## TASK INSTRUCTIONS
Transcribe these records exactly, dropping every picture.

○ ○ ○ ○ ○

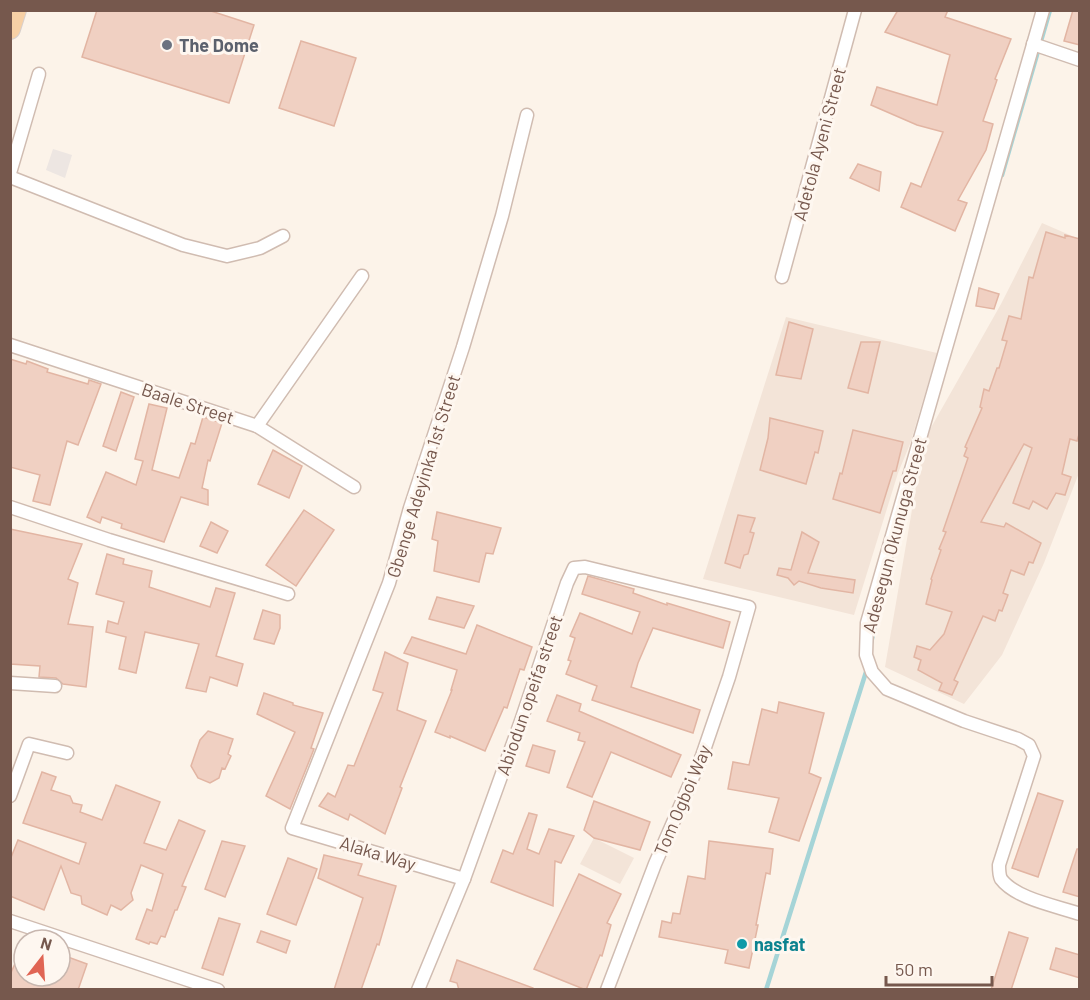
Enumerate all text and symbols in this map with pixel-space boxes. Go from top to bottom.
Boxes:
place label: The Dome [179,34,259,56]
marker: The Dome [160,38,174,52]
street label: Adetola Ayeni Street [788,65,850,223]
street label: Gbenge Adeyinka 1st Street [382,372,464,580]
street label: Baale Street [139,378,237,428]
street label: Adesegun Okunuga Street [857,435,931,635]
street label: Abiodun opeifa street [491,612,567,778]
street label: Tom Ogboi Way [649,741,715,859]
street label: Alaka Way [337,831,419,875]
north arrow [12,928,72,988]
text: N [39,933,54,954]
place label: nasfat [754,933,806,955]
marker: nasfat [735,937,749,951]
scale bar [886,949,992,987]
text: 50 m [895,958,933,980]

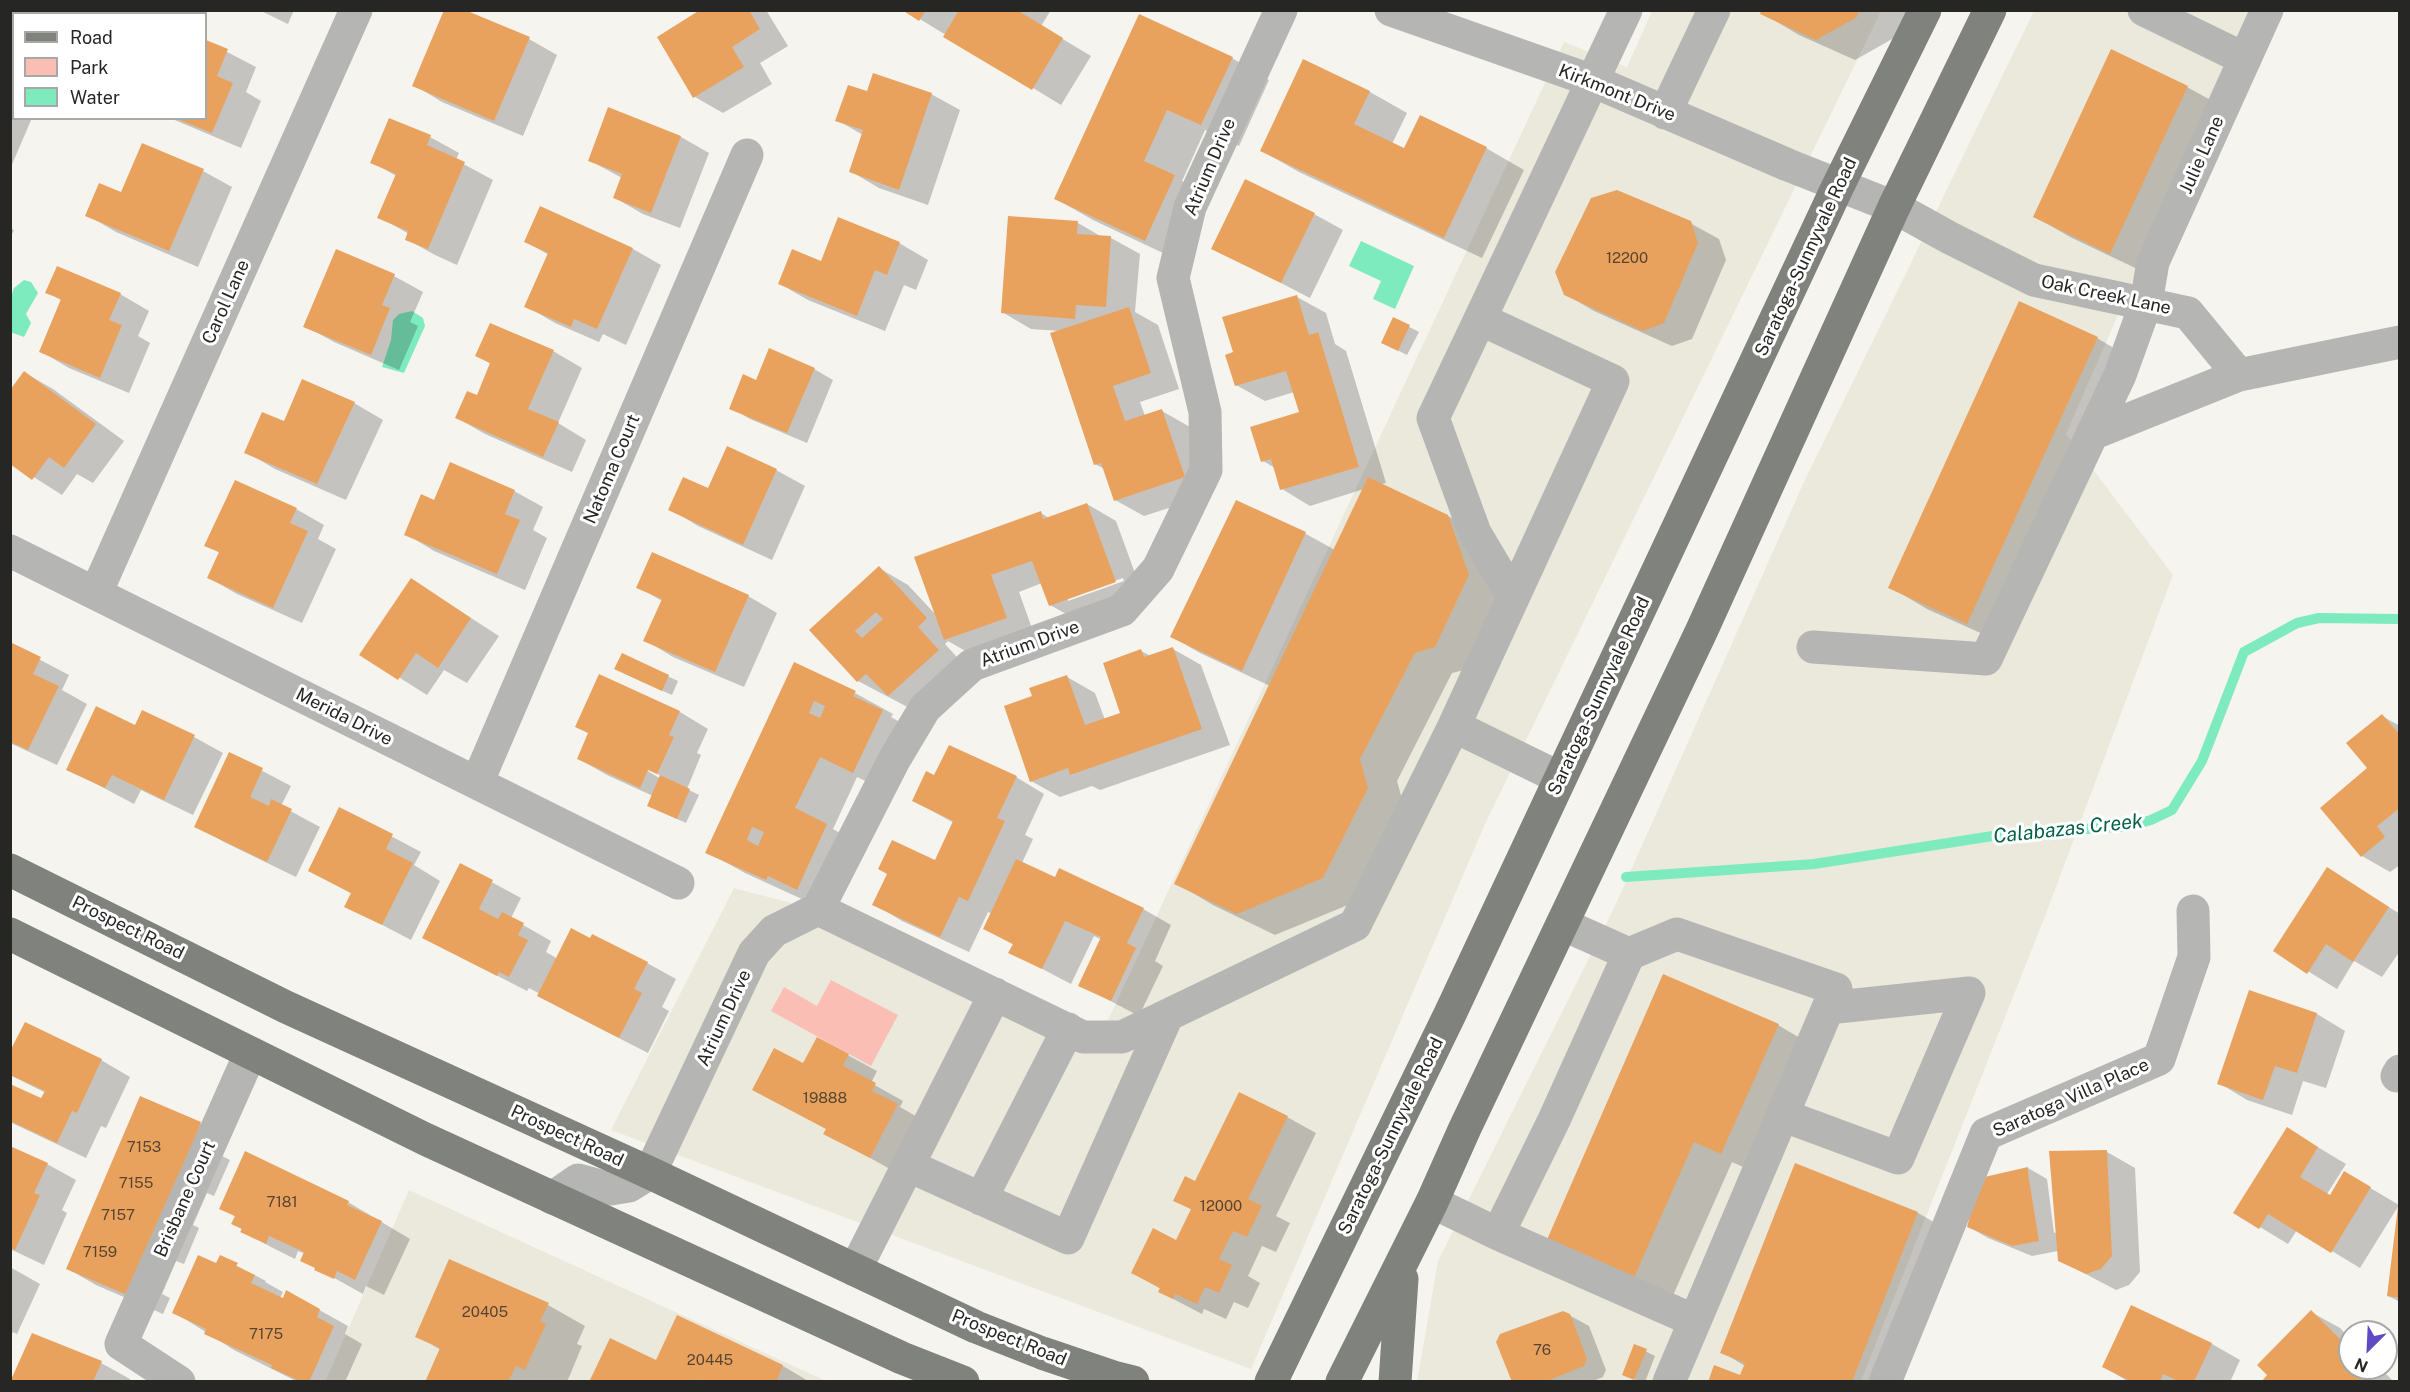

○ ○ ○ ○ ○

## THE COMPLETED TASK
Enumerate all text and symbols in this map with pixel-space boxes. Go from top to bottom.
Boxes:
place label: The Dome [179,34,259,56]
marker: The Dome [160,38,174,52]
street label: Adetola Ayeni Street [788,65,850,223]
street label: Gbenge Adeyinka 1st Street [382,372,464,580]
street label: Baale Street [139,378,237,428]
street label: Adesegun Okunuga Street [857,435,931,635]
street label: Abiodun opeifa street [491,612,567,778]
street label: Tom Ogboi Way [649,741,715,859]
street label: Alaka Way [337,831,419,875]
north arrow [12,928,72,988]
text: N [39,933,54,954]
place label: nasfat [754,933,806,955]
marker: nasfat [735,937,749,951]
scale bar [886,949,992,987]
text: 50 m [895,958,933,980]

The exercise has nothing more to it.